Yoselin llegó a casa con el cuerpo agotado y una mirada distante, como si el mundo entero le importara poco. El peso del día se reflejaba en sus ojos. Al entrar, sus padres la vieron y notaron esa frialdad que parecía instalarse cada vez más en su expresión.
—Siéntate a comer —dijo su madre, intentando ocultar su preocupación.
Sin decir nada, Yoselin se sentó y comenzó a comer. Cada bocado era automático, sin sabor ni emoción. Cuando terminó, se levantó, murmurando apenas un “gracias”, y se fue directo al baño. El agua caliente golpeó su piel mientras intentaba lavar no solo el sudor del día, sino también el desgaste emocional que sentía.
Después de bañarse, se puso su ropa holgada y se sentó en su escritorio. Miró el celular y decidió escribirle a Daniel, su mejor amigo.
Yoselin:
“Empecé a trabajar hoy.”
La respuesta llegó casi de inmediato.
Daniel:
“¿En serio? ¡Felicidades, loca! Sabía que lo lograrías. Estoy orgulloso de ti. A ver cuándo salimos a celebrar.”
Una leve sonrisa se dibujó en su rostro. Daniel siempre encontraba la manera de animarla, incluso cuando ella no se sentía del todo bien.
Yoselin:
“Pronto, lo prometo.”
Guardó el celular y suspiró. No podía contarle la verdad; él nunca lo entendería.

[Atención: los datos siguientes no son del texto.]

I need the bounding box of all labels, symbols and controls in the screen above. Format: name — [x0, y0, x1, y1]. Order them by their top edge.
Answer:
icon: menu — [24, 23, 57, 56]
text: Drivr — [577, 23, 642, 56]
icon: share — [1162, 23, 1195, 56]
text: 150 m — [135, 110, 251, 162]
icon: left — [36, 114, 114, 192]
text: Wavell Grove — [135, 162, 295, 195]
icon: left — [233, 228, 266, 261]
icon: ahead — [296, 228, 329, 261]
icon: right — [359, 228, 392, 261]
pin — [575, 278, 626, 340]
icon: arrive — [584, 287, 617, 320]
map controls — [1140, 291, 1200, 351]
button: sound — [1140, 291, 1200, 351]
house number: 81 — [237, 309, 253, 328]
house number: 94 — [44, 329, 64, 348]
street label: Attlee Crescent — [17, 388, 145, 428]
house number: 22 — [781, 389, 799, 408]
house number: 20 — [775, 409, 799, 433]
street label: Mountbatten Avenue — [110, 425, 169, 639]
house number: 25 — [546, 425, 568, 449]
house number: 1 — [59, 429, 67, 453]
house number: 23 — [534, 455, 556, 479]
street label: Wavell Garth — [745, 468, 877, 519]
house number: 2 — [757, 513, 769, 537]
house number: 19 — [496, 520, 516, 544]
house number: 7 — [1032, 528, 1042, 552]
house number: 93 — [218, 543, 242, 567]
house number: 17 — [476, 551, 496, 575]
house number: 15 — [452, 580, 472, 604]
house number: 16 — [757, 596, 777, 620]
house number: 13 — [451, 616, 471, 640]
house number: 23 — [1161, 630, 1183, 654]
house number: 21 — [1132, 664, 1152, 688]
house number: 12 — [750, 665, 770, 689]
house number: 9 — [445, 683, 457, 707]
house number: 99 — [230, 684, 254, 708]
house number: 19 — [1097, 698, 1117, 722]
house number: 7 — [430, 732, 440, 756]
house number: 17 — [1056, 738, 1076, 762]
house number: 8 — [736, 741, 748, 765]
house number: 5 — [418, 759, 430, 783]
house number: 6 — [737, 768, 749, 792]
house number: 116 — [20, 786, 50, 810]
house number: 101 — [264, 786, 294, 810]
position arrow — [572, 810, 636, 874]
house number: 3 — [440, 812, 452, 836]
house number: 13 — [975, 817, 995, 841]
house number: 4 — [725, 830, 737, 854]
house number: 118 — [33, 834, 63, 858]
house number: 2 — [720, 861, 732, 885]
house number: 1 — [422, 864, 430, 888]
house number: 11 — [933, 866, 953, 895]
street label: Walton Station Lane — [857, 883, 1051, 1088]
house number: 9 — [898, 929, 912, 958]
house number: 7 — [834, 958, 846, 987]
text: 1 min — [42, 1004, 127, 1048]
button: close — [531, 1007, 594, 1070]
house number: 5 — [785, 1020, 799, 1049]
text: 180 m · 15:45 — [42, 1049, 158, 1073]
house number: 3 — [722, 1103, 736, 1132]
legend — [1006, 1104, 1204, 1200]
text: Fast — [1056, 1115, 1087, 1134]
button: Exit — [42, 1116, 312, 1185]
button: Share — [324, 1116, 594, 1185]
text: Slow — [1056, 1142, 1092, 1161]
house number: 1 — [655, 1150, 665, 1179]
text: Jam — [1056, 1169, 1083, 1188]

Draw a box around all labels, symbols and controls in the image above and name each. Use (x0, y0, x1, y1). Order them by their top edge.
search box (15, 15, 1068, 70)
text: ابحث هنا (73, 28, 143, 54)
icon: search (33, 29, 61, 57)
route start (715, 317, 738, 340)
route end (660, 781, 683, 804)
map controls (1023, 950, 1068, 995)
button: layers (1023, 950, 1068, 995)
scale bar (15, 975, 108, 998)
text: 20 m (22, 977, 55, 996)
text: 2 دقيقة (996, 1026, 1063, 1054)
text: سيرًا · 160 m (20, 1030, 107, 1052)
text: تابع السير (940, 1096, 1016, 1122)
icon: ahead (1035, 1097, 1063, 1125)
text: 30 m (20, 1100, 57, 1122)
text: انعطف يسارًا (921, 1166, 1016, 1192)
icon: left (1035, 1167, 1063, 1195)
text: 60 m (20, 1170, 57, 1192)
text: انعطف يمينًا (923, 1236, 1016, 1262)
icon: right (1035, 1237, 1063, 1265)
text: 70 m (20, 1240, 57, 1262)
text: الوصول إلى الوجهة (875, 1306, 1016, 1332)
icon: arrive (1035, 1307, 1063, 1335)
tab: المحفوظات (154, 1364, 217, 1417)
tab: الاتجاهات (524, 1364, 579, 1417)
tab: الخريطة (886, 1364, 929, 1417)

El teléfono sonó y vio el nombre de Óscar en la pantalla. Contestó.
—¿Qué pasa? —preguntó con calma.
—Hay algunos problemas —respondió Óscar con voz seria—. La cosa está tensa. Mañana vas a terminar tu jornada más temprano. Pasaré por ti a las 6:30. Vamos a tener que patrullar, y tú te quedarás entrenando a los pollitos.
—Entendido —respondió sin dudar—. Me levantaré temprano.
—Cuídate, ¿sí? —dijo Óscar, su voz más suave.
—Lo haré.
Colgó y se recostó unos minutos, mentalizándose para lo que venía.
Al día siguiente, Yoselin se levantó antes del amanecer. Se puso un suéter negro, llenó su termo con agua y salió hacia la bodega. Al llegar, se sirvió una taza de café fuerte, tomó su silbato y caminó hacia los dormitorios.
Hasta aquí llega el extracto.